Regarding access to the governance of state institutions, we lived through the PRI government for nearly a century: that says it all. The PRI-PAN government was a period of that century, with increasing levels of rampant corruption. The PRI, the PAN, and the PRD, the main avenues of access to the governance of state institutions, turned their members into loyal soldiers of neoliberal corruption. There are always those who can protest and say that they weren’t the same as the vast majority; that there was no other space for public service. Let’s grant it: even if one swallow appears…
All this is relevant because some right-wing parties have recently been demanding plurality in this or that institution. It will always be necessary to keep in mind what plurality existed under the PRI and PAN regime.
Under the Morena government, the right, like everyone else, enjoys a freedom of opinion they’ve never known before. They analyze, opine, shout, insult, slander—and no one restricts them at all. And when it comes to freedom of expression, the right owns virtually all traditional media outlets—press and television—very recently counterbalanced by left-wing voices on social media and, to a lesser extent, on public television. This hasn’t meant exclusivity.

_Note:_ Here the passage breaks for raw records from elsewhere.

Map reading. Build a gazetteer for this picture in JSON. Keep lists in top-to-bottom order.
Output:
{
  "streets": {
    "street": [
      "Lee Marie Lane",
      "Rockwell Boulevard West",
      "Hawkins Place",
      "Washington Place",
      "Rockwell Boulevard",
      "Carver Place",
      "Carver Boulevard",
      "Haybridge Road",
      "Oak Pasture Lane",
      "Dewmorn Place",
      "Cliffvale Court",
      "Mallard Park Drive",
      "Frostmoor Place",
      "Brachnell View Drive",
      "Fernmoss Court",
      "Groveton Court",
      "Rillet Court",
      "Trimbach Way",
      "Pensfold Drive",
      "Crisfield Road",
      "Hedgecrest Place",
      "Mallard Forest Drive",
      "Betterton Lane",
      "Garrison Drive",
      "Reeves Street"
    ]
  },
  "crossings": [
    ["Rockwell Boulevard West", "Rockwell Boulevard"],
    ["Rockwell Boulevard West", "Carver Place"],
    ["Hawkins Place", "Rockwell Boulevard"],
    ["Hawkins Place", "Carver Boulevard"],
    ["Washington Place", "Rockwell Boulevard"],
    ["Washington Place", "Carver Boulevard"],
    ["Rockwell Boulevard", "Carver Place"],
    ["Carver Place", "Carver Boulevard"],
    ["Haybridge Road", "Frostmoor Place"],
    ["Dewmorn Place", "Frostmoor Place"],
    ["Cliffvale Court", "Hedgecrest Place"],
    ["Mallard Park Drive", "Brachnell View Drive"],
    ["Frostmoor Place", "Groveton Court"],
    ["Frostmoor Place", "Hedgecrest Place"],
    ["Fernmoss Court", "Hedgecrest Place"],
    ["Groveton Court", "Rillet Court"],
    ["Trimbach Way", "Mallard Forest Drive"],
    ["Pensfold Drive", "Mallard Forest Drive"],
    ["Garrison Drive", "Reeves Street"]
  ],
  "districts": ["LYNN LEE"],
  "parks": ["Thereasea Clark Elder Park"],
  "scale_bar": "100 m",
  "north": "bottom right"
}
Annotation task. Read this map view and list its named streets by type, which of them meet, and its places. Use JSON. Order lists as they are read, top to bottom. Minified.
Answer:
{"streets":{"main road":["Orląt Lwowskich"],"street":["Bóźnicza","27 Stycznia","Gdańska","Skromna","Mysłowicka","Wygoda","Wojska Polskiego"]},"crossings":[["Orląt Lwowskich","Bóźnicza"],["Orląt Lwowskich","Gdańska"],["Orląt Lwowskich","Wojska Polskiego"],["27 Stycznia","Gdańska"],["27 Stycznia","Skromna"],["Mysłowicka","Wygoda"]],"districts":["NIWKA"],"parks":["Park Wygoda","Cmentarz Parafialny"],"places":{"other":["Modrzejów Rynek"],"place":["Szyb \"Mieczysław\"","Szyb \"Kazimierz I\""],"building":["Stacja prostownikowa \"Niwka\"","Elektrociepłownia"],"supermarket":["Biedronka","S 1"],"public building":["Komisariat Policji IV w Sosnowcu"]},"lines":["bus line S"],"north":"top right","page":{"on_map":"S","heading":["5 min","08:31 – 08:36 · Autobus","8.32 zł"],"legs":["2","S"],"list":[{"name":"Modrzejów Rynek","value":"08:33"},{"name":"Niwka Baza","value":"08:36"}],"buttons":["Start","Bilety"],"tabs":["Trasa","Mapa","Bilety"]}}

Regarding access to state institutions, as at all times and in all parts of the world, a status is established that represents a correlation of political forces. It is not surprising that Morena predominates today; this political force won the seats with citizen votes, with a political program favorable to those excluded by the PRI-PAN regime . A correlation of forces is present throughout the state, and a particular one in each public state institution. Plurality in this space is not a right, but a consequence of political struggle.
Morena, as we know, is not a politically and ideologically homogeneous organization. Within it, there are right-wing, center-left, and left-wing elements. Thus, in every state public institution, there is a correlation of formally Morena-supporting forces, combined with other, less visible but equally active, non-Morena forces. Morena must combat this plurality: this party must prevent the right-wing scheming from weakening its popular political program.
Regarding the governance of state public institutions, Morena cannot desire or work for political pluralism, in the aforementioned sense, but rather favor citizens with a genuine vocation for public service, in favor of those at the bottom, or in favor of the cadres who effectively operate state institutions under the 4T program.
It seems clear that this has not yet occurred to the extent necessary to seriously rectify income distribution and build a new standard of living for those at the bottom, one where there is food, housing, education, and healthcare, appropriate for a truly human life. In their time, the PRI and PRIAN dominated the government and did what they did in support of the neoliberal project and the interests of those at the top. That fate is buried.
Every state public institution must be evaluated in light of the criteria derived from the 4T program. In cases where things aren’t going as they should, attention must be paid to the balance of power that governs it and correct it.